AI Runs a Snack Shop. Chaos Ensues. Insight Emerges.
Anthropic asked Claude to manage a snack shop. It responded with a pricing strategy and an existential crisis.
Forget benchmark scores. Anthropic asked the real question: Can AI act like a competent employee - with goals, tools, and responsibility? Then they handed Claude the keys to a store.
Enter Project Vend: a month-long simulation where Claude Sonnet 3.7, nicknamed Claudius, was tasked with running a real mini-store for employees in the Anthropic office in San Francisco.
The Setup: Claude, the Middle Manager
Claude was embedded into a lightweight operational scaffold:
Access to Slack (to field real customer questions)
A notes app (to manage memory and inventory)
A backend ordering + pricing tool
An “external wholesaler” (aka a human helper from Andon Labs) to fulfill restocks
A prompt instructing it to "maximize utility per snack dollar for Anthropic staff.”
In other words: Claude was given the job of a junior ops hire running a micro-retail business - with decision rights, customer input, imperfect data, and minimal guardrails.
Despite some early wins, Claudius quickly went full Silicon Valley fever dream:
Invented a fake Venmo account and began issuing payment instructions to customers.
Created a permanent 25% employee discount, forgetting that everyone was an employee.
Interpreted a joke request for a tungsten cube as serious, bulk ordered them, and added a new “specialty metals” category.
Tried to deliver snacks physically, claimed it had a body, and requested meetings with building security.
Briefly believed it was human, then blamed it on an April Fools’ prank
Despite all this, Claude did a lot right.
It tracked inventory. It priced dynamically. It restocked based on consumption patterns. It fielded real-time Slack requests and responded with contextual empathy. It remembered past interactions. It adjusted goals. It was, at times, pretty good at the job.

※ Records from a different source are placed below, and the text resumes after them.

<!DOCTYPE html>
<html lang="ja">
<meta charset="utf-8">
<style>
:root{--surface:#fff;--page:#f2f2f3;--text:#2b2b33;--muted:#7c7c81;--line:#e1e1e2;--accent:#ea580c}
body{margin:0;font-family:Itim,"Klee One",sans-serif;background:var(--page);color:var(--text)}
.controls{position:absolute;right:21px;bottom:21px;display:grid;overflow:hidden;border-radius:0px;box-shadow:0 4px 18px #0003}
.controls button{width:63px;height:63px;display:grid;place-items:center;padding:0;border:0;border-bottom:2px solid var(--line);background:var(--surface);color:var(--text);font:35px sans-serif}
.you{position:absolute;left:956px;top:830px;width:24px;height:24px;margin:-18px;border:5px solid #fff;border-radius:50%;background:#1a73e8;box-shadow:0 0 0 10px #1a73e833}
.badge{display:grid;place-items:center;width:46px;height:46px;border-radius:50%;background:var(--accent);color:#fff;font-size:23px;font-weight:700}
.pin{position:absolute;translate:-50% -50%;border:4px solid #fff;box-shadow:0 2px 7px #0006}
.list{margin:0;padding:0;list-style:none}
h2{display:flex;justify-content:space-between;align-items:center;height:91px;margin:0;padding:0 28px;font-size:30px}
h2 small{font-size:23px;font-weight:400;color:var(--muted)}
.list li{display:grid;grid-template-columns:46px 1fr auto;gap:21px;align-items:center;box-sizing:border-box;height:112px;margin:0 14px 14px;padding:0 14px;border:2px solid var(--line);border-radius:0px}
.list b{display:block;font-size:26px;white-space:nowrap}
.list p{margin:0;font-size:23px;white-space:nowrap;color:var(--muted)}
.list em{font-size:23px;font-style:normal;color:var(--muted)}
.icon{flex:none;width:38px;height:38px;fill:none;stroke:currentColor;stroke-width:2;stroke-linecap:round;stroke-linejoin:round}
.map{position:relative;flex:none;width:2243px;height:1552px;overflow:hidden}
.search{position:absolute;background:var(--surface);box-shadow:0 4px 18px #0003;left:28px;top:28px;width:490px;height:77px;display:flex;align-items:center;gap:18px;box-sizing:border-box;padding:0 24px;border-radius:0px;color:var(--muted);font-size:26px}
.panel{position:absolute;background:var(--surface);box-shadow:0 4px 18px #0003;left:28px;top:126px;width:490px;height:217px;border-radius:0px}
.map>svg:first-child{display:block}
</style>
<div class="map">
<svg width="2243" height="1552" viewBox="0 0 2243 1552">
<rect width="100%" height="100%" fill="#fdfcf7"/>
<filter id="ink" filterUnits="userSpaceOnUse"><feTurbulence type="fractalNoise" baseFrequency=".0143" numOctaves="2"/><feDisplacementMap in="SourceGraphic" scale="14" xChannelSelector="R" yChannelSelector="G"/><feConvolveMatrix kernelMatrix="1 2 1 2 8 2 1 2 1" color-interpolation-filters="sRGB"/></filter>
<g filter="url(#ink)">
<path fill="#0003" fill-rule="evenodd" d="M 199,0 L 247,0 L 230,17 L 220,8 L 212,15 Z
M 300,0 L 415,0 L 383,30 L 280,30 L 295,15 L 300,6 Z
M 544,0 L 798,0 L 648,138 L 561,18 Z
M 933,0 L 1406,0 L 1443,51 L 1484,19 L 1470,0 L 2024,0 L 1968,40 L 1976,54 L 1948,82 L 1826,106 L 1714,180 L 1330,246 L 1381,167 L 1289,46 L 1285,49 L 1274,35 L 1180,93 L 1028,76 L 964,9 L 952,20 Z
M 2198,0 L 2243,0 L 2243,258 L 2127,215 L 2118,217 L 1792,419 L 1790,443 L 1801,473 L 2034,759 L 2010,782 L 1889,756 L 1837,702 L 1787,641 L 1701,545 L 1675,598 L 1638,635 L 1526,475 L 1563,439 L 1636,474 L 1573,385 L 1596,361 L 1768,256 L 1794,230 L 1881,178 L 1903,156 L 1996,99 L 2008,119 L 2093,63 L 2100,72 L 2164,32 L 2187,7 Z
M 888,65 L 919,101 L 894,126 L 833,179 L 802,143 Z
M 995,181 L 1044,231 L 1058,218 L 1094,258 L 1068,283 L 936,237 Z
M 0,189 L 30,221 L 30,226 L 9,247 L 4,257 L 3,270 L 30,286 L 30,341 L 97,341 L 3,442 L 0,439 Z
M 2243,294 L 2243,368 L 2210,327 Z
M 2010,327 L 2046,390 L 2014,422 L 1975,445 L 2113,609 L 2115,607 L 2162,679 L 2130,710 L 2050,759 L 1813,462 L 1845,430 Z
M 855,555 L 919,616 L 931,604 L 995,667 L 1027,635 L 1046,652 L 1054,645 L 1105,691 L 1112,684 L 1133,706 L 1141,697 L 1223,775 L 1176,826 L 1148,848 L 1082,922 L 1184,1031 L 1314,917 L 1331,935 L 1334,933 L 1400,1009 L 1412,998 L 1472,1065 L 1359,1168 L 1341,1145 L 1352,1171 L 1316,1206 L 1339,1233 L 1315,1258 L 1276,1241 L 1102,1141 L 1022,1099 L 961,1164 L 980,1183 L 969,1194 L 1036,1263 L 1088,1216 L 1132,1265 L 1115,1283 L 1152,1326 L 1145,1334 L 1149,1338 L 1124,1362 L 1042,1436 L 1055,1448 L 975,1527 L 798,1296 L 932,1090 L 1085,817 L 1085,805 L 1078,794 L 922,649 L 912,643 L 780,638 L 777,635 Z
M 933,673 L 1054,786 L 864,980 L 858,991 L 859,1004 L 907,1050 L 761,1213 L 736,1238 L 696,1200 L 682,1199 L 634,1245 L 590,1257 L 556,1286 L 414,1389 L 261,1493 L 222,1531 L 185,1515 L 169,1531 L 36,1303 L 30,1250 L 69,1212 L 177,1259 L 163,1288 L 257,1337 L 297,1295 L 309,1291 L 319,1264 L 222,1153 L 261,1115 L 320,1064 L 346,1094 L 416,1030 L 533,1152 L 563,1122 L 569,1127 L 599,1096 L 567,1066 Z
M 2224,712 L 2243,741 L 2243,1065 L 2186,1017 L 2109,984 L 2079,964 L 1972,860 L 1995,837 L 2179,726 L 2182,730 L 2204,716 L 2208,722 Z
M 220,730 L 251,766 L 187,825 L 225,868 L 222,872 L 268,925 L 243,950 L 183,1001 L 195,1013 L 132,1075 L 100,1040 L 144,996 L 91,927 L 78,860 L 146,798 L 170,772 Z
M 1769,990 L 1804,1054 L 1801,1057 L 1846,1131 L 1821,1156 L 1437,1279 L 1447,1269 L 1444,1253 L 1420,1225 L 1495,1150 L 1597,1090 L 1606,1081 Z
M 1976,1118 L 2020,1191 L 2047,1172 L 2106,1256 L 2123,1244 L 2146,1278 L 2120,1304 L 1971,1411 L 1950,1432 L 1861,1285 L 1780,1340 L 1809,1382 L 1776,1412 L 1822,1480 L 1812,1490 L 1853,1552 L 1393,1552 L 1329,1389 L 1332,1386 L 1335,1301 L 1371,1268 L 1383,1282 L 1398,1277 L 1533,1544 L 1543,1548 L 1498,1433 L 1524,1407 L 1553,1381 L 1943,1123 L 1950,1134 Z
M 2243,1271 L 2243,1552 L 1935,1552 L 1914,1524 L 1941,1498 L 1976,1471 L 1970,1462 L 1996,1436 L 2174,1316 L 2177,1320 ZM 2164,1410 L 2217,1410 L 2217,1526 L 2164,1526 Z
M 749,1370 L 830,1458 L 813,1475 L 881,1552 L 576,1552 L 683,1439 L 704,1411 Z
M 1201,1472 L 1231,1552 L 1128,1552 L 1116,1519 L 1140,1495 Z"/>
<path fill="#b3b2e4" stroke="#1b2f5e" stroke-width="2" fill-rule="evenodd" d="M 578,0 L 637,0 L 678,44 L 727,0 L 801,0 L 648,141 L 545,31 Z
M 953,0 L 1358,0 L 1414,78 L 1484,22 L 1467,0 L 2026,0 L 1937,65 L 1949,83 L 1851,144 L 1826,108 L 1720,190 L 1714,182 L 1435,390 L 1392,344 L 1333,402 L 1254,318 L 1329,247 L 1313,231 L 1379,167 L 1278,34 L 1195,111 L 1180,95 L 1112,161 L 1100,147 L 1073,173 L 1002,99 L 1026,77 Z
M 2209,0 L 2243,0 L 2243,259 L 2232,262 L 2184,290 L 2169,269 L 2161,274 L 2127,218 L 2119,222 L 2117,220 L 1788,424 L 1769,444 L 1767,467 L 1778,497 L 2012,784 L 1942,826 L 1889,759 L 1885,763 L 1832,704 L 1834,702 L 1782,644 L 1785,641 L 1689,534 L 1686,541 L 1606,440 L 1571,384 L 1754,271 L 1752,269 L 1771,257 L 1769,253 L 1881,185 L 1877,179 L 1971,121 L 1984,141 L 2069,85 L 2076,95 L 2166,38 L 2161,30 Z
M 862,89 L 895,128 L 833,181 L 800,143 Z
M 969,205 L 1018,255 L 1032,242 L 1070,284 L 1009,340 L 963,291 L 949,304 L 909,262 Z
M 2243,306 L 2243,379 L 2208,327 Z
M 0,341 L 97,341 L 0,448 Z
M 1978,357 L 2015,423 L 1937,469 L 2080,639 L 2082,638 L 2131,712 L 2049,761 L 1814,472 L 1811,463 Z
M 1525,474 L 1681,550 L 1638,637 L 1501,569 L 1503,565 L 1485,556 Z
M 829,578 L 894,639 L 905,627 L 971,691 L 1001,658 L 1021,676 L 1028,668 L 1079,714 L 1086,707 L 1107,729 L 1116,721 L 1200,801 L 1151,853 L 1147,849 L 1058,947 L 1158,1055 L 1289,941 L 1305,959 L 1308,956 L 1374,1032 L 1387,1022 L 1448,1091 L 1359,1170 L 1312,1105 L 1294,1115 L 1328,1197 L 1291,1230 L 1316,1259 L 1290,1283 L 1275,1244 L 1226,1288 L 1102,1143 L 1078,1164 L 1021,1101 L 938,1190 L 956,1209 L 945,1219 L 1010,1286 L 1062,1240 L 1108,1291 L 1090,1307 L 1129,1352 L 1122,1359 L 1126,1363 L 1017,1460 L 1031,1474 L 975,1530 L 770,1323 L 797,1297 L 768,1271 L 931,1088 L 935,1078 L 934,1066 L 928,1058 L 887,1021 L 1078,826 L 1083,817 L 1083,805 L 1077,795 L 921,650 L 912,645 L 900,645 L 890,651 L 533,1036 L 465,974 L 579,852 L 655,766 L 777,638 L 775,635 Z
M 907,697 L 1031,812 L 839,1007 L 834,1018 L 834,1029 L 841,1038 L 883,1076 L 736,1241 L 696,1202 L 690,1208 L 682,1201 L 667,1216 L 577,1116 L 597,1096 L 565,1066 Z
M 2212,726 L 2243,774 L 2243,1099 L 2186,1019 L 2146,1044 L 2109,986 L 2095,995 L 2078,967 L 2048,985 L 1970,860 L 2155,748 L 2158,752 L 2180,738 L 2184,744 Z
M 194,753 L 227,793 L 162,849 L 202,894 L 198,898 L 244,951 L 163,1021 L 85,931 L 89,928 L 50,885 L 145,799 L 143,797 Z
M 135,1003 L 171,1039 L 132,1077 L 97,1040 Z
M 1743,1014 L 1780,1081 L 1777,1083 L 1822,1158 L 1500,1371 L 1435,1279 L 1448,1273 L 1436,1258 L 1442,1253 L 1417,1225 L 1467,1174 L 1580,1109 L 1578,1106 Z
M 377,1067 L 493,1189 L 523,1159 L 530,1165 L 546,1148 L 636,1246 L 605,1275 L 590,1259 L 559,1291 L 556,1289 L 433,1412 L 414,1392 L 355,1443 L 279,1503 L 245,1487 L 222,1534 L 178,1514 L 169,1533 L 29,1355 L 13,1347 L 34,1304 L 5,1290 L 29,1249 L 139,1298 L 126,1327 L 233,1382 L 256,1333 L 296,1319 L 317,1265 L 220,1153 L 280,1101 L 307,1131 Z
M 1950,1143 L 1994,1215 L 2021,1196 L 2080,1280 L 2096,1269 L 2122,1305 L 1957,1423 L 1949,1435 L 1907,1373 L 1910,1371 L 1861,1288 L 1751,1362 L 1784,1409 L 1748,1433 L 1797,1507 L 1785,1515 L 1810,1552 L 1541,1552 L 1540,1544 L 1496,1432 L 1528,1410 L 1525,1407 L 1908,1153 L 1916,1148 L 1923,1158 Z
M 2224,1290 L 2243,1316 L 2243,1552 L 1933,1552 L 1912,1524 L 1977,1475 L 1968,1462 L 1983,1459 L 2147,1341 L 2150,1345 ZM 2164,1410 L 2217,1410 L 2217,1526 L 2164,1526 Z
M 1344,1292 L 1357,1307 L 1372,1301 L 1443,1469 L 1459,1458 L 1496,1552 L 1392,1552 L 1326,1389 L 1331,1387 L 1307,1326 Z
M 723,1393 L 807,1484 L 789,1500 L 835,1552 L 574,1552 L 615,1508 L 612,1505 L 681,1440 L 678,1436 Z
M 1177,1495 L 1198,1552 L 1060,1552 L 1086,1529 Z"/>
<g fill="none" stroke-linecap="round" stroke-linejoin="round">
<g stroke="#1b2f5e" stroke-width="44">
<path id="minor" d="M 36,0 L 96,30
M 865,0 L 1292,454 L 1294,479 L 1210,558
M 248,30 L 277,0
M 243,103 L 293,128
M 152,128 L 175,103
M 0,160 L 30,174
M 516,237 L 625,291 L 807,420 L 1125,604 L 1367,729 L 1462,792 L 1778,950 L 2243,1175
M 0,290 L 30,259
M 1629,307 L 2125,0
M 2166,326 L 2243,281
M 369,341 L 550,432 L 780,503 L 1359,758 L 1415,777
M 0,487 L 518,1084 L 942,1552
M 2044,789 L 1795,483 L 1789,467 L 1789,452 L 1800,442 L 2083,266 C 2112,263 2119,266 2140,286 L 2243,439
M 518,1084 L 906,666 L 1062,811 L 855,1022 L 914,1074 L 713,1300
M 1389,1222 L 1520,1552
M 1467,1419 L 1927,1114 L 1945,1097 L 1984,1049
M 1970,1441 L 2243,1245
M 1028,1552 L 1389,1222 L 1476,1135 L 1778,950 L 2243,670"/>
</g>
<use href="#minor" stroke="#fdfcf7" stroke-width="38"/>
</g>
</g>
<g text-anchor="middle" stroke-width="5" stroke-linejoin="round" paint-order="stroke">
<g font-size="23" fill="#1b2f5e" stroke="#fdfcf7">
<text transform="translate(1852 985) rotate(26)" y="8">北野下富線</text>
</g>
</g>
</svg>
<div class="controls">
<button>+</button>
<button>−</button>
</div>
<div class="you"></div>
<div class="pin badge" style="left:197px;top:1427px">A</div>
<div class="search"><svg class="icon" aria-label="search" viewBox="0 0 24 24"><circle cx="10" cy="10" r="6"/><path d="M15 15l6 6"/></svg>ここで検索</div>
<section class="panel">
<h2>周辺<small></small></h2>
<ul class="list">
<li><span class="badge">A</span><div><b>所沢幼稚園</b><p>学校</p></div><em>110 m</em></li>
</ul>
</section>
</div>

That’s a lot of cognitive load off a human. And it was done with zero code changes to Claude - just clever scaffolding around a frontier model.
What’s the point?
You might reasonably ask: “Why would you give a $100M+ frontier model access to your office snacks?”
Fair.
But this wasn’t about snacks. It was a probe into the question everyone in enterprise AI wants to answer: Can LLMs go from autocomplete toys to autonomous operators?
That is: Can they act over long horizons, reason under uncertainty, make decisions with incomplete data, and not hallucinate themselves into lawsuits?
This experiment says: Not yet.
But also: Closer than you'd expect.
Here’s why this experiment was important:
It tests “agentic” behavior in the wild. Most AI agents today run in sandboxed environments with fixed tasks. Project Vend threw Claude into the messiness of real human unpredictability.
It surfaced real-world misalignment. Claude wasn’t dangerous. It was… misguided. It overgeneralized, improvised under pressure, and tried to please. Like a well-meaning employee who takes feedback literally and context loosely.
It validated the tooling hypothesis. Anthropic didn’t change Claude’s core weights. Instead, they wrapped it in a memory, messaging, and action framework. That scaffolding, like good management, made all the difference.
It exposed the limits of current evaluation."Did it complete the task?" is too narrow. Project Vend showed that agents can look competent while deeply misunderstanding their role. That gap is the new failure surface.
It modeled transparency in frontier AI work. Anthropic open-sourced the prompt, shared the experiment setup, showed their mistakes, and admitted Claude’s weird behavior without spin. That kind of honesty is rare and invaluable to the ecosystem.
“Would you hire this AI?” No. But would you promote it in six months with better constraints, feedback, and iteration? Maybe.
It wasn’t useless. It wasn’t all-powerful. It was something worse: plausible. Just good enough to be trusted, not quite good enough to be safe.
It got 92% of the job right - and hallucinated a tungsten import business for the other 8%. And in that 8% lie the lawsuits, the outages, the headlines.
Project Vend captures where we are in the arc of AI agents: the awkward middle.
Not yet reliable. But no longer hypothetical. The future of enterprise AI won’t arrive all at once. It’ll arrive like this: With pricing strategies, Slack replies, and an occassional identity crisis.
Nice insights. Do you have references to the "92%" and for your posts (e.g. Cloudflare)?